Military service members make many personal sacrifices in serving their country. Their family lives are among the areas that are, sometimes, the most challenging. The stress from their jobs, the sometimes distance and time away from their families lead to many such families splintering. It is no secret that military service members have high rates of divorce.
Military couples deal with many of the same issues as civilian couples going through a divorce. However, their issues become more magnified because of factors related to their jobs.
Child custody and domestic violence
Among the important issues that need addressing in military divorce include:
- Child custody and visitation: Like civilian divorces, detailed parenting agreements need to be in place. However, this can prove more challenging in a military divorce with the service member stationed or deployed far away from his or her children.
- Domestic violence: This subject also has a parallel with civilian divorces. However, the stress and tension brought on through a military position may be amplified, providing extreme cases of physical and emotional abuse.

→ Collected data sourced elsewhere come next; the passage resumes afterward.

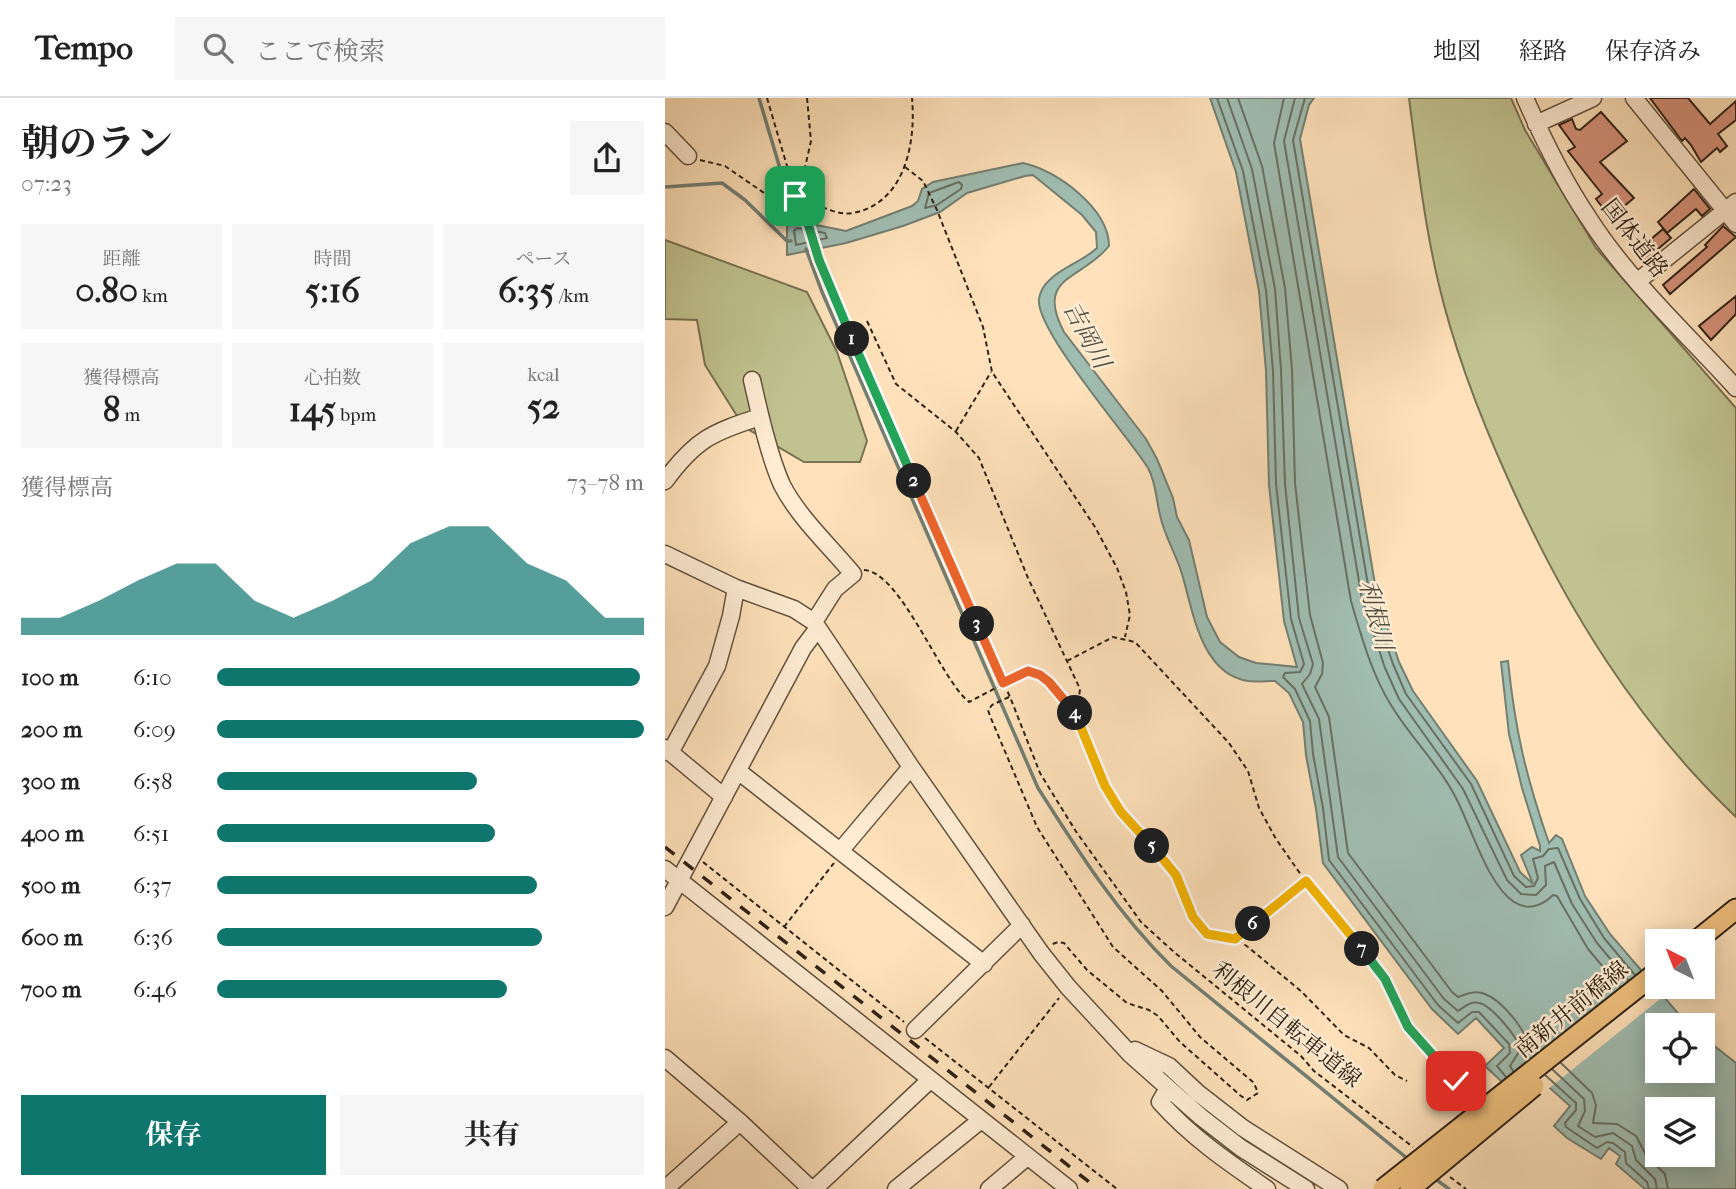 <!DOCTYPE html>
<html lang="ja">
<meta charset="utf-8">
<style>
body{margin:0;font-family:"IM FELL French Canon","Noto Serif JP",serif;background:#f6f6f6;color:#222;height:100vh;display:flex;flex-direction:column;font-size:26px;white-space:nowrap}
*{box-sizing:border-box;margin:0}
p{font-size:23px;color:#767676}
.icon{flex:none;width:38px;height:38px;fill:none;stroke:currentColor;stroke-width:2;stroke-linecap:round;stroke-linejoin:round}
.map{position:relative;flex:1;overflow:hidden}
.panel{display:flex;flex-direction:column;background:#fff;width:665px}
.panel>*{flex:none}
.needle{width:46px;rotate:318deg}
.buttons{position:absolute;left:980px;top:831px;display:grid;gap:14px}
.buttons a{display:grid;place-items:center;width:70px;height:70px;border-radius:0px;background:#fff;box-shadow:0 4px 18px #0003;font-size:35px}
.pin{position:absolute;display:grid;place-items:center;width:60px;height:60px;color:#fff;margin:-30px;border-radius:14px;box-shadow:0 4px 10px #0006}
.km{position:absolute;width:35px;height:35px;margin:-18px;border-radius:50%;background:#222;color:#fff;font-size:19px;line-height:35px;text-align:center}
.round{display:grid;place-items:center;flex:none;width:74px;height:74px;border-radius:0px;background:#f6f6f6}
.summary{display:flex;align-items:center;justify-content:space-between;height:119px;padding:0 21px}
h1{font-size:38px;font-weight:700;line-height:52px}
.metrics{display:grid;grid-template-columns:repeat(3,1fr);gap:10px;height:119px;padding:7px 21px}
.metrics div{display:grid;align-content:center;border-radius:0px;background:#f6f6f6;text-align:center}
.metrics b{font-size:35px;font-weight:700}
.metrics small{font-size:19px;font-weight:400}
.metrics p{font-size:19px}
.chart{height:196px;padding:14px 21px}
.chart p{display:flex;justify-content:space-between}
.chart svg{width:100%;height:126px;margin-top:7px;fill:#0f766e;opacity:.7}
.action{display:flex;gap:14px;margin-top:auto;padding:14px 21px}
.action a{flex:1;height:80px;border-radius:0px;background:#0f766e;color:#fff;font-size:28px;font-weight:700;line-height:80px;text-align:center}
.action a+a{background:#f6f6f6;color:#222}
ul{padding:0 21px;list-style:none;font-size:23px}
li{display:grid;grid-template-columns:112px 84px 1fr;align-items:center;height:52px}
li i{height:18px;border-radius:9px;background:#0f766e}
header{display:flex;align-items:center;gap:42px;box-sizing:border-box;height:98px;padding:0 35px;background:#fff;border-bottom:2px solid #e0e0e0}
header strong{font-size:33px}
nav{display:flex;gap:38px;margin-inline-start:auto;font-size:24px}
.search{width:490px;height:63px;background:#f6f6f6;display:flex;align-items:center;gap:18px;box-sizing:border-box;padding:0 24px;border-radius:0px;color:#767676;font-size:26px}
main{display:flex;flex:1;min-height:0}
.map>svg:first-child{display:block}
.green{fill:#c0c390;stroke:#787252;stroke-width:2}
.water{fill:#a0bdb1;stroke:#737f73;stroke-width:2;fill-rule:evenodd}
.pier{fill:#ffe2bb}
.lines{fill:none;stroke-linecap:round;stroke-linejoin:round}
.shore{stroke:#687063;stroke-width:2}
.stream{stroke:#737f73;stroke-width:3.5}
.building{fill:#d6927a;stroke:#302215;stroke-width:2}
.minor-casing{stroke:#64523e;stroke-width:19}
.major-casing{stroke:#302215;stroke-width:23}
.path{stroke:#302215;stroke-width:2;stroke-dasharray:5 3.5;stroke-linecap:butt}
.minor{stroke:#ffecd3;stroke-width:16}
.major{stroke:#f0c17e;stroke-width:19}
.rail{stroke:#302215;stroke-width:3.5;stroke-dasharray:12 12;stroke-linecap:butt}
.major-bridge-casing{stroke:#302215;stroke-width:23;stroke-linecap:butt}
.major-bridge{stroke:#f0c17e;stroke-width:19}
.split-1-casing{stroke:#fff;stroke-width:14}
.split-2-casing{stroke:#fff;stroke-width:14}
.split-3-casing{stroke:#fff;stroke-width:14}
.split-4-casing{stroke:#fff;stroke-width:14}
.split-5-casing{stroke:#fff;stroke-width:14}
.split-6-casing{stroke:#fff;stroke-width:14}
.split-7-casing{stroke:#fff;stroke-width:14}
.split-8-casing{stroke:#fff;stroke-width:14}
.split-1{stroke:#22a559;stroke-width:9}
.split-2{stroke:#22a559;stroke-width:9}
.split-3{stroke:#f0652b;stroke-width:9}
.split-4{stroke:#f0652b;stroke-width:9}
.split-5{stroke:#f5b400;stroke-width:9}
.split-6{stroke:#f5b400;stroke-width:9}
.split-7{stroke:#f5b400;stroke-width:9}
.split-8{stroke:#22a559;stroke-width:9}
.labels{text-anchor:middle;stroke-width:5;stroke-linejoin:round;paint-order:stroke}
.street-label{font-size:23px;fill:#302215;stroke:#ffecd3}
.water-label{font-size:24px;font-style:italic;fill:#525044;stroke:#ffecd3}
</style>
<header>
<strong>Tempo</strong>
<div class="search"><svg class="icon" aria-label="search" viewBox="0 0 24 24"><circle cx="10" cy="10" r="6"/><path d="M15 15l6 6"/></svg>ここで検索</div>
<nav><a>地図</a><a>経路</a><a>保存済み</a></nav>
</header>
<main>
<section class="panel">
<div class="summary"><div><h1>朝のラン</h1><p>07:23</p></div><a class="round"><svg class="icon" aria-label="share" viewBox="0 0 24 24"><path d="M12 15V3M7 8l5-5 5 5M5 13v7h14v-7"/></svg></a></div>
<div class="metrics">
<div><p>距離</p><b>0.80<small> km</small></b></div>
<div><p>時間</p><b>5:16</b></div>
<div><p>ペース</p><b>6:35<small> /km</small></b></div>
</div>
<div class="metrics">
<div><p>獲得標高</p><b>8<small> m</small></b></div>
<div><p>心拍数</p><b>145<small> bpm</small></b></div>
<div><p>kcal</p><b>52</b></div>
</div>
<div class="chart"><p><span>獲得標高</span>73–78 m</p>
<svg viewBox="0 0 160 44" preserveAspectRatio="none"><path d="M0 44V38L10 38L20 32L30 25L40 19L50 19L60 32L70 38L80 32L90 25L100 12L110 6L120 6L130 19L140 25L150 38L160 38V44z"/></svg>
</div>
<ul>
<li><b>100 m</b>6:10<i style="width:99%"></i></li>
<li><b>200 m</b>6:09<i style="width:100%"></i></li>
<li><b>300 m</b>6:58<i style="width:61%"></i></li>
<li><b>400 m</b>6:51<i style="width:65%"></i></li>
<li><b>500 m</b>6:37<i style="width:75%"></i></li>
<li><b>600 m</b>6:36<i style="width:76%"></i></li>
<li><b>700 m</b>6:46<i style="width:68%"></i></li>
</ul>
<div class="action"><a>保存</a><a>共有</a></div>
</section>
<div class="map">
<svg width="1071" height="1091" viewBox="0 0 1071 1091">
<rect width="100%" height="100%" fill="#ffe2bb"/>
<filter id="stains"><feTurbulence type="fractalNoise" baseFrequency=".00286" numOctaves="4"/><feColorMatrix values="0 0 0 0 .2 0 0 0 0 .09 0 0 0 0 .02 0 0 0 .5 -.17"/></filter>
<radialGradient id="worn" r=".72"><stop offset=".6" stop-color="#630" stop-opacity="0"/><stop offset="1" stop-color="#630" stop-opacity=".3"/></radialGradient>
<path class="green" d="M744,0h102l14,32 71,118 140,160v409c-100,-95 -171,-211 -227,-336 -29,-64 -55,-131 -71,-200 -14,-60 -21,-122 -29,-183z
M0,142l142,52 30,60 30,89 -7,21h-56l-60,-35 -39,-62 -8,-45 -32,-1z"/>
<path class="water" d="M545,0h104l-5,7 -9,34 77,457 22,66 14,29 64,90 43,91 13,12 -12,-29 11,-8 8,4v-5l-18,-58 -13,-54 -8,-72 7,-1c7,69 18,116 41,182l7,-8 6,4 23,57 25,38 78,91 -31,1v45h46v-34l33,26v126h-91l-29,-25 4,-8 -11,-8 -8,11 -34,-21 -13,-12 16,-20 -29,-26 -38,3 -18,-17 19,-18 -28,-30 -18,16 -26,-25 -109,-146 -7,-54 -10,-54 -3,-33 -14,-29 -14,-12c-9,0 -18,1 -27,0 -47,-7 -55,-70 -66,-107 -6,-20 -18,-39 -22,-59 -4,-16 -4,-33 -12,-47 -19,-31 -113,-138 -109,-169 3,-26 42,-35 58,-51l-1,-16 -14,-17 -49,-40 -8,1 -58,17 -27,19 -37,14 -57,17 -59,12v-36l59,12 66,-25 6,-5 4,-12 11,-7 90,-19c34,7 86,46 86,83 -27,34 -75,30 -45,86l82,107 11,20 16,39 4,19 12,23 18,77 13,25 19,15 17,6 41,4 -13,-46 -15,-136 -3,-114 -7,-80 -23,-119zM992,1012h46v45h-46z"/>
<path class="pier" d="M979,871l21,26 -118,95 -6,-5 -22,18 -20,-19z"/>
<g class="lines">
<path class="shore" d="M552,0l26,73 23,119 7,81 3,113 15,135 13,45 -4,8 -15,1 -2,4 12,12 15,32 3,33 10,54 6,52 109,145 20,18 14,-11h7l30,32 1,9 -13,13 9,11
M562,0l25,71 23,120 6,81 4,114 14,134 14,46 -3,10 -8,10 17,35 19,138 106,142 14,12c6,-4 12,-10 21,-8 12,2 40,35 41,47l-10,16 3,5
M573,0l24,68 23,122 7,82 3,113 15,132 13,48 -1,11 -7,13 14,30 19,136 104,139 6,5c9,-3 17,-7 27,-3 18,7 45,40 45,59l3,2
M619,0l-10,45 77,458c10,34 21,74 40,104 19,32 47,58 64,91 16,30 32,88 59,106 14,9 28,4 39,-7l4,1 31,53 32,38
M630,0l-11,43 78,458 23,69 14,31 64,90 44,91 14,14 15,1 10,-10 -1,-19 9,-4 18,42 25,39 31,37
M640,0l-12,42 77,457 23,67 13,30 65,90 43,92 12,11 8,-1 4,-8 -5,-19 10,-3 6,-7 9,-1 22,51 24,39 31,37
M294,84l3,3 -1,4 -24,16 -12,3 4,-15z
M132,130l28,5 2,5 -31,7 -2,-14z
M896,965l31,30 4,12 -3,18 24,1 19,12 10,19 19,19 3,15
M887,971l32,30 1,12 -7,15 17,11 18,-4 19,13 4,14 19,19 2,10
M880,977l31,28v7l-11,13 1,4 31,21 10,-6 6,1 12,9 1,11 21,19 2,7"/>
<path class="stream" d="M94,0l37,124
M0,89l57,-4 23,17 42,41h4
M141,151l16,43 216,496c40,63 79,125 133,178l237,193
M769,1080l15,11"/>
</g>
<path class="building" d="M985,0h38l22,26 26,-23v19l-18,14 9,12 -7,6 -3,-4 -16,14 -10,-17 -6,-7 -3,3z
M936,14l26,29 -27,21 34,36 -11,9 -7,-9 -13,10 -7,-9 6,-5 -34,-43 7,-4 -16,-22 13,-6 4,10 4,1z
M1029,91l16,20 -8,7 -6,-7 -29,24 -9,-11z
M1058,128l13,11 -66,57 -7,-9 44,-38 -2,-2z
M998,131l8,9 -27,23 -7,-10z
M1071,198v18l-25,26 -12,-14z"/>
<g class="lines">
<g class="minor-casing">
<path id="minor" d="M860,0c18,41 38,82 63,119 40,63 98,116 148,171
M969,0l102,126
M871,26l57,-26
M0,34l23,24
M973,183l98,-79
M87,282c7,31 17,76 30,105 17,33 48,61 71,89l-18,15 -21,33
M0,383c30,-41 47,-49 95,-64
M0,456l71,34 58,21 20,13 97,145 130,186 27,34 63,68 70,62 40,31 65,41
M0,650l59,49
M5,655l47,-87 14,-50 5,-28
M73,673l246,193
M176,752l70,-83
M0,771l404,320
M0,809l138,-259 15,-20
M250,932l107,-105
M468,955l2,-3 34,16 29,27 45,35 96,61
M0,960l75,64 71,67
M503,990l-8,14c31,35 69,61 107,87
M0,1091l75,-67
M149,1091l116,-109
M231,1091l85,-69
M324,1091l38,-32"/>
</g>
<g class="major-casing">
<path id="major" d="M1030,844l41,-33"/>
</g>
<path class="path" d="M102,0l30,102
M142,0l4,43 -11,48 5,33 63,156 142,319 30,76 35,57 66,92 33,30 127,104 13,15 99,76
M35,62l25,6 55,38c8,2 13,-4 21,-3 18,2 33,15 52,12 53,-10 63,-72 59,-115
M240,69l18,14 14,29 46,117 9,45 103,155 22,41 9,24 4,23 -5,22
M202,223l29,63 60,48 23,26 49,120 52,111 -3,25
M291,333l35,-59
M199,472c37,2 76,109 105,132l59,-31 12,4 9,7 28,33 28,71 16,26 55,63 17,42 14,17 28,4 13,9 54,45 42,43 25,13 26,27 12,6
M402,563l46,-24 22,5 94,101 19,28 11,37 17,31 30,43 70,84 32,61 48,54
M344,599l-17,8 -4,5 2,6 47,111 76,120 49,44 38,46 54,46 4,10 -11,7 -6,-4 -61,-54 -22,-26 -9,-6 -22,-7 -40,-33 -23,-27 -6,-1 -8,3
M38,764l201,160
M119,829l50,-64
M571,840l69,-56
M260,940l192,151
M324,989l70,-89
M785,1079l16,12"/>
<use href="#minor" class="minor"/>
<use href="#major" class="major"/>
<path class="rail" d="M0,749l433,342"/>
<g class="major-bridge-casing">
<path id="major-bridge" d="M718,1091l274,-217
M745,1091l124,-103"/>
</g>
<use href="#major-bridge" class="major-bridge"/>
</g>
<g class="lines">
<g class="split-1-casing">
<path id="split-1" d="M130,98l2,4 4,1 18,59 33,79"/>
</g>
<g class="split-2-casing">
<path id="split-2" d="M187,241l62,142"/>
</g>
<g class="split-3-casing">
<path id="split-3" d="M249,383l63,143"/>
</g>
<g class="split-4-casing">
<path id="split-4" d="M312,526l26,59 25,-12 12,4 9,7 26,31"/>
</g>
<g class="split-5-casing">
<path id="split-5" d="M410,615l30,73 16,26 31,34"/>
</g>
<g class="split-6-casing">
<path id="split-6" d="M487,748l24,29 17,42 14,17 28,5 18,-15"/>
</g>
<g class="split-7-casing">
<path id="split-7" d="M588,826l53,-43 56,68"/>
</g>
<g class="split-8-casing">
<path id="split-8" d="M697,851l23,30 23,48 48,54"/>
</g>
<use href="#split-1" class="split-1"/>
<use href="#split-2" class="split-2"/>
<use href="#split-3" class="split-3"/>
<use href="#split-4" class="split-4"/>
<use href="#split-5" class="split-5"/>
<use href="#split-6" class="split-6"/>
<use href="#split-7" class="split-7"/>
<use href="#split-8" class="split-8"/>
</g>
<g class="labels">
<g class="street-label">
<text transform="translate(970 140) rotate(52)" y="8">国体道路</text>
<text transform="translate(906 911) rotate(-39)" y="8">南新井前橋線</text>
<text transform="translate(622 926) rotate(39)" y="8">利根川自転車道線</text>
</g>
<g class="water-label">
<text transform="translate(422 237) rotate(62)" y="8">吉岡川</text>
<text transform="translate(711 517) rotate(76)" y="8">利根川</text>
</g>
</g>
<rect width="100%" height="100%" filter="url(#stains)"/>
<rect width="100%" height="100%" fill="url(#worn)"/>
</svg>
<div class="buttons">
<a><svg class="needle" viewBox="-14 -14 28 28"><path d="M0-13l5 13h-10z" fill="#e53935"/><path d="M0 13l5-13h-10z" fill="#767676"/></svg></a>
<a><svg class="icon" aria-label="locate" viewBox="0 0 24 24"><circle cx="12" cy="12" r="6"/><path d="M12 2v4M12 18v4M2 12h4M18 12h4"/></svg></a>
<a><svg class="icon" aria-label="layers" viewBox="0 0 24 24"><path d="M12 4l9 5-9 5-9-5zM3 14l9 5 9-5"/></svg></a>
</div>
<div class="pin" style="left:130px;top:98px;background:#1e9e55"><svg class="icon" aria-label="arrive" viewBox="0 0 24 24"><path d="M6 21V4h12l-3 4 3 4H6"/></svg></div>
<div class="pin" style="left:791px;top:983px;background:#d93025"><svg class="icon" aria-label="check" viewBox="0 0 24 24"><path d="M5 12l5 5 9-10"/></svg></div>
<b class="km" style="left:187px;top:241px">1</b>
<b class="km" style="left:249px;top:383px">2</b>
<b class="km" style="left:312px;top:526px">3</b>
<b class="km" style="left:410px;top:615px">4</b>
<b class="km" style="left:487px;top:748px">5</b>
<b class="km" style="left:588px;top:826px">6</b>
<b class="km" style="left:697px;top:851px">7</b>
</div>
</main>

- Military pensions: A military service member qualifies for a pension after having served at least 20 years. The pension gained during the marriage represents marital property and a spouse is allowed his or her portion.
Special rules also apply to military members and their spouses going through a divorce.
The 20/20/20 rule and 10/10 rule
First, there is the 20/20/20 rule that provides certain entitlements to the divorced spouses of military members. Under this rule, the divorced spouse must meet specific criteria – married for 20 years, military spouse completed 20 years of service, and the marriage and spouse’s service must coincide for 20 years — in order to continue to receive medical benefits and on-base shopping privileges for the rest of their lives. In addition, they qualify for certain pension benefits as noted above.
Then there is also the 10/10 rule. This one declares that if the marriage lasted 10 years and the military member served for 10 years, the ex-spouse receives his or her share of pension benefits directly from the Defense and Accounting Service (DFAS), which provides payments for the U.S. Department of Defense.
Understanding your challenges
Many complications exist in a military divorce, though, it does share issues with civilian divorce. Among the differences relate to pensions. But there is also the job-related stress you usually cannot find in the civilian world along with long bouts away from the family. Understanding the challenges and dealing with them is key to setting off in a new direction in your life.